Start of Provided records

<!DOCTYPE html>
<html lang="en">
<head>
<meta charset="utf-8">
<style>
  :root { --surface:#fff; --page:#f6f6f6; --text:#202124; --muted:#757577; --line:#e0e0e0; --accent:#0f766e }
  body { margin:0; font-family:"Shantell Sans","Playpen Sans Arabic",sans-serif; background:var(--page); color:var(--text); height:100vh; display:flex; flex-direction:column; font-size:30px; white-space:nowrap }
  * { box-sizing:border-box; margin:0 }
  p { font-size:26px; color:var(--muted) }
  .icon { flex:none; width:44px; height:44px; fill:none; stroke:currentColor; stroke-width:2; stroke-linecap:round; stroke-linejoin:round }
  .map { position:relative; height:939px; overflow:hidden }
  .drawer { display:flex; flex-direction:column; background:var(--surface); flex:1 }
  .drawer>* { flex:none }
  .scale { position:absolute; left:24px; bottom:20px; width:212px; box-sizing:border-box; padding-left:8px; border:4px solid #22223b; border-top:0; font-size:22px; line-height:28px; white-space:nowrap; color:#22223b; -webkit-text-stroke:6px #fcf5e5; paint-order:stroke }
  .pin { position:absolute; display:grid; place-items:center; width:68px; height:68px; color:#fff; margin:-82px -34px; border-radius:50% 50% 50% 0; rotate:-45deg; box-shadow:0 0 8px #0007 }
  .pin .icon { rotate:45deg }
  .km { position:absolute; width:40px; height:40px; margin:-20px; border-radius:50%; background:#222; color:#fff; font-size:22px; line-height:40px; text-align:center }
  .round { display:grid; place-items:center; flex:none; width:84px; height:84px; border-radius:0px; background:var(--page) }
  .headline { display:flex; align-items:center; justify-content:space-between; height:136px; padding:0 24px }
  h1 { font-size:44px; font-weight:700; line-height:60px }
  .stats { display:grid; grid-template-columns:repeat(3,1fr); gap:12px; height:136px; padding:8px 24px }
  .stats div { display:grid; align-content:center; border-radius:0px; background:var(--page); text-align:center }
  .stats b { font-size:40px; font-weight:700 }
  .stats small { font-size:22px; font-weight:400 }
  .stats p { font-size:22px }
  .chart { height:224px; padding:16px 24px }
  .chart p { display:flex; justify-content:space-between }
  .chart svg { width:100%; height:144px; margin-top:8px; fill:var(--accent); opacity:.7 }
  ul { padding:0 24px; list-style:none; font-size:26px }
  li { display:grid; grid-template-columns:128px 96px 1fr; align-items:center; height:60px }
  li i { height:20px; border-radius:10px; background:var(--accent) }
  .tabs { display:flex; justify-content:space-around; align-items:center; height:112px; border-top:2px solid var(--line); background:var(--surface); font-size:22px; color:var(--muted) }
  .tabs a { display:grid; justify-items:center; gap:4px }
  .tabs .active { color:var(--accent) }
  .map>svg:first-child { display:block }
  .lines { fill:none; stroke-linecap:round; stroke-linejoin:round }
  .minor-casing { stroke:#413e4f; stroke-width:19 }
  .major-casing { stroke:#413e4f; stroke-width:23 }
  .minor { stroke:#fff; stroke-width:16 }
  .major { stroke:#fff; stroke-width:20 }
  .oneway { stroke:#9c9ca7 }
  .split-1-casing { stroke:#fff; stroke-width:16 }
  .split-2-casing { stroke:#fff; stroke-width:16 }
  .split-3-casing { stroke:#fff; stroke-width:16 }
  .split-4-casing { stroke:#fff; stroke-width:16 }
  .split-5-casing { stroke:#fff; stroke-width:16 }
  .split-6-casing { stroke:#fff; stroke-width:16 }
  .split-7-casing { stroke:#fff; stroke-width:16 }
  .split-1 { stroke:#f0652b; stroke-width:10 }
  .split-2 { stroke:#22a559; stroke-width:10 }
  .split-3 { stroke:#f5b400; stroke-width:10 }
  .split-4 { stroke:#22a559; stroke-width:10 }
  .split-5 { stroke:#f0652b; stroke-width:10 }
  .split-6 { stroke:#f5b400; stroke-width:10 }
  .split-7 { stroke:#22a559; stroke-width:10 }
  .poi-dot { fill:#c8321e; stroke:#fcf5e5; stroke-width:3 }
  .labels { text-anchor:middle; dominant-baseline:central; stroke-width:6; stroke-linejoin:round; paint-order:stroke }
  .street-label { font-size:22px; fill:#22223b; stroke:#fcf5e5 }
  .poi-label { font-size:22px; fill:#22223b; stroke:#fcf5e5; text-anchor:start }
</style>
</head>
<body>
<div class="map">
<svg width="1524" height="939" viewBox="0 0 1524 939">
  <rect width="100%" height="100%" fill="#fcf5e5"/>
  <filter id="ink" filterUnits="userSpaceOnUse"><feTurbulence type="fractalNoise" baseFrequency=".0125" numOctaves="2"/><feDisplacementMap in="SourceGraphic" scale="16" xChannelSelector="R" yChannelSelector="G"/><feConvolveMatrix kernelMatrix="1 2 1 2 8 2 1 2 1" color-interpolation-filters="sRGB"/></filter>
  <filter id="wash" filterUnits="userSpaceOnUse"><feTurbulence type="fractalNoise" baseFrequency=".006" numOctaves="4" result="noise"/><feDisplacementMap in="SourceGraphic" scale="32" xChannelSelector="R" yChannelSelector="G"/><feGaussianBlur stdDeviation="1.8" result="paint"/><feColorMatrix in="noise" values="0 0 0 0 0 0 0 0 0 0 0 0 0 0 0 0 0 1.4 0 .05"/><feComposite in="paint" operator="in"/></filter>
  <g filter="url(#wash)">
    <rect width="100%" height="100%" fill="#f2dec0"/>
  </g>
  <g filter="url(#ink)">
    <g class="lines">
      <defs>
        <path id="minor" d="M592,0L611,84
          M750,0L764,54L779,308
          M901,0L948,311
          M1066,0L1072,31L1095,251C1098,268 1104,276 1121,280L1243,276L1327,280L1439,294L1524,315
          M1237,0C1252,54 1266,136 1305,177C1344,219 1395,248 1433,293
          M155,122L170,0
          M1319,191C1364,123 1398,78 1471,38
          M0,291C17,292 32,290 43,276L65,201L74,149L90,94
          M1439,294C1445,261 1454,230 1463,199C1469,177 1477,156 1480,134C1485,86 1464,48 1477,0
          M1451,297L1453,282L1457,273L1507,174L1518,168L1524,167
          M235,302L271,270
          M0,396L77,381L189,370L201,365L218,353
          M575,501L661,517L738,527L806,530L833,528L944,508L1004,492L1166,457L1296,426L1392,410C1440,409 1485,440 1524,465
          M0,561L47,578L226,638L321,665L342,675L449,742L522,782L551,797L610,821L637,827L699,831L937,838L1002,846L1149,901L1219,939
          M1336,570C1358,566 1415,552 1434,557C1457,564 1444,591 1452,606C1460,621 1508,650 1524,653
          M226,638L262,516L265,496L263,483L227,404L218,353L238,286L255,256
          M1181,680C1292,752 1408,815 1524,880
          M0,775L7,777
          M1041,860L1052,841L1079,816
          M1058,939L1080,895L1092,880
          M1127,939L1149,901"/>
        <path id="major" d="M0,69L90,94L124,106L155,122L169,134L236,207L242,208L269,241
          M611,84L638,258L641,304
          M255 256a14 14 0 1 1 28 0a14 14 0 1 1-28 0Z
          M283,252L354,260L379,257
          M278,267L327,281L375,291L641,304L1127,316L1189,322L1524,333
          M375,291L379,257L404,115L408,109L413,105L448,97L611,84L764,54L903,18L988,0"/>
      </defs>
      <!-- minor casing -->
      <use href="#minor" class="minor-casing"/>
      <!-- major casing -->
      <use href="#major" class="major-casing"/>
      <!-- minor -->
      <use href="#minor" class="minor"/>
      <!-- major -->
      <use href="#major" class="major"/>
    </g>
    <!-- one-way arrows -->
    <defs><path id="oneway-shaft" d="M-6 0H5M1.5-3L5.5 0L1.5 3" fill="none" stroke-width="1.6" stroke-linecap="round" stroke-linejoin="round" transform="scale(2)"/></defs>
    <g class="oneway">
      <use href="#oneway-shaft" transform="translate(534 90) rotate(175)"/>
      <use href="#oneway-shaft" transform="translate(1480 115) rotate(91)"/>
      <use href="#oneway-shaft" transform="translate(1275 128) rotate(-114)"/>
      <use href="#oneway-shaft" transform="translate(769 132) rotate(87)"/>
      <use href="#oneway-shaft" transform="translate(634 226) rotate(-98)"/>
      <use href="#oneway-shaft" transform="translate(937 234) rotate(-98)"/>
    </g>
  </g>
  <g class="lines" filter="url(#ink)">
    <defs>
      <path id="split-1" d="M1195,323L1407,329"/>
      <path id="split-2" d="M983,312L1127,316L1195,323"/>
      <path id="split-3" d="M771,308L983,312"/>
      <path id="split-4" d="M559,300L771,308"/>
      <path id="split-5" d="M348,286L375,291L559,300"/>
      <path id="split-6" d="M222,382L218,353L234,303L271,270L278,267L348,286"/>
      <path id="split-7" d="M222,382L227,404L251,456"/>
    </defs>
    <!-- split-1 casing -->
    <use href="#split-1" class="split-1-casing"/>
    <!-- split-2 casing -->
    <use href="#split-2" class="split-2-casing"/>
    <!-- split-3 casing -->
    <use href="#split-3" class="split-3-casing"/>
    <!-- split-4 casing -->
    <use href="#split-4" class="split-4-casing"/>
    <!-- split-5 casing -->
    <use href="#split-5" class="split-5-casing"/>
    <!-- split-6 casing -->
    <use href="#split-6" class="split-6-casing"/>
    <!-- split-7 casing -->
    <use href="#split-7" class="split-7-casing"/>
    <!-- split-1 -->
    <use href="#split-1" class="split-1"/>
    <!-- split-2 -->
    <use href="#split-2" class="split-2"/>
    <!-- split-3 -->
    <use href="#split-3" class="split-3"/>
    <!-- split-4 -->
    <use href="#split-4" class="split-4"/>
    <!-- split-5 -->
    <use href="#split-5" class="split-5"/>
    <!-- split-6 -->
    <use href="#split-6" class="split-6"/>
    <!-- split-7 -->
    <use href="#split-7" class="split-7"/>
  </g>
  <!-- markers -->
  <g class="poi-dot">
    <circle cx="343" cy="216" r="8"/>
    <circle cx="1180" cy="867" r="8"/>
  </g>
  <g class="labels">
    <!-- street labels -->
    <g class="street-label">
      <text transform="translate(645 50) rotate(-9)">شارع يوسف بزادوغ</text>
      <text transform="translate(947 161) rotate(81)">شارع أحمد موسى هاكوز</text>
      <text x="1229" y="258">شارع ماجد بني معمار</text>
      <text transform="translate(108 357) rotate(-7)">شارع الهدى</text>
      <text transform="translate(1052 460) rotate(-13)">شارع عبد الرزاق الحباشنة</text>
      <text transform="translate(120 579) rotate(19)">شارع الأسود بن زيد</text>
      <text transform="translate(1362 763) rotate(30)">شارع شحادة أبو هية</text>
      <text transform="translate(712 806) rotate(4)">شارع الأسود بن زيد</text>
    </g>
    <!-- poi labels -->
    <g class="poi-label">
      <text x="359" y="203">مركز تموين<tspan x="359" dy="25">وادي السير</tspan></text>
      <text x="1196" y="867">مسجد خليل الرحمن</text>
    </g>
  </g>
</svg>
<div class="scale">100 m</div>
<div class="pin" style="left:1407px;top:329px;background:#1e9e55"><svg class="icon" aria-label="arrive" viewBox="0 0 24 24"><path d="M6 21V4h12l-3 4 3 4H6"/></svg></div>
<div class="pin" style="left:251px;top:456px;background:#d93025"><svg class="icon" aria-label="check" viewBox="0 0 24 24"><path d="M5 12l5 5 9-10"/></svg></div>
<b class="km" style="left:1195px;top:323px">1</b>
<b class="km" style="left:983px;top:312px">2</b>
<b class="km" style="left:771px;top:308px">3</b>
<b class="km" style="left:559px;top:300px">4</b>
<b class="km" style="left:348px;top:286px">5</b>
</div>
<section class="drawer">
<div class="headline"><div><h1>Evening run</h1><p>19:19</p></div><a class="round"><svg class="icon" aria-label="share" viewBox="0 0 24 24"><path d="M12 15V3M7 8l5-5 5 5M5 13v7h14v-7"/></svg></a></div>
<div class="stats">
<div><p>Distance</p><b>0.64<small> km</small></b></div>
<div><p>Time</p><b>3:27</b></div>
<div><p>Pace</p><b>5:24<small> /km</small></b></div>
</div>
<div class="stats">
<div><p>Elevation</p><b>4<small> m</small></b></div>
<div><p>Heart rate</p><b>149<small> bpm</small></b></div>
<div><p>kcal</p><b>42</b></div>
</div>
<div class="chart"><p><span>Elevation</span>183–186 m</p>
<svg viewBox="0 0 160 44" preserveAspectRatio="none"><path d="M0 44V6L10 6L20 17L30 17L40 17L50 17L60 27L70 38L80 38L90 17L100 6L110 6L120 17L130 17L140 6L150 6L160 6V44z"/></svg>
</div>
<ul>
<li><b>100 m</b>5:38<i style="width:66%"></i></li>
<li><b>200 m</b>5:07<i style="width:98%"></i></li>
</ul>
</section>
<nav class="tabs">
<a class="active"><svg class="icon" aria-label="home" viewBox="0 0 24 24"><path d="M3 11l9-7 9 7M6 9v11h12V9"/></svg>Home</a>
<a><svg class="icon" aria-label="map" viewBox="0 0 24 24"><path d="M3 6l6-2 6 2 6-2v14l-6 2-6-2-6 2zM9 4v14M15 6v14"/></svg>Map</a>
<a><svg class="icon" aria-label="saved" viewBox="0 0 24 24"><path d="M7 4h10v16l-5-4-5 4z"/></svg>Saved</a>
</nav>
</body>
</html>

End of Provided records

Counting every line that holds the string "wash", give the total for the data above and nothing else.

2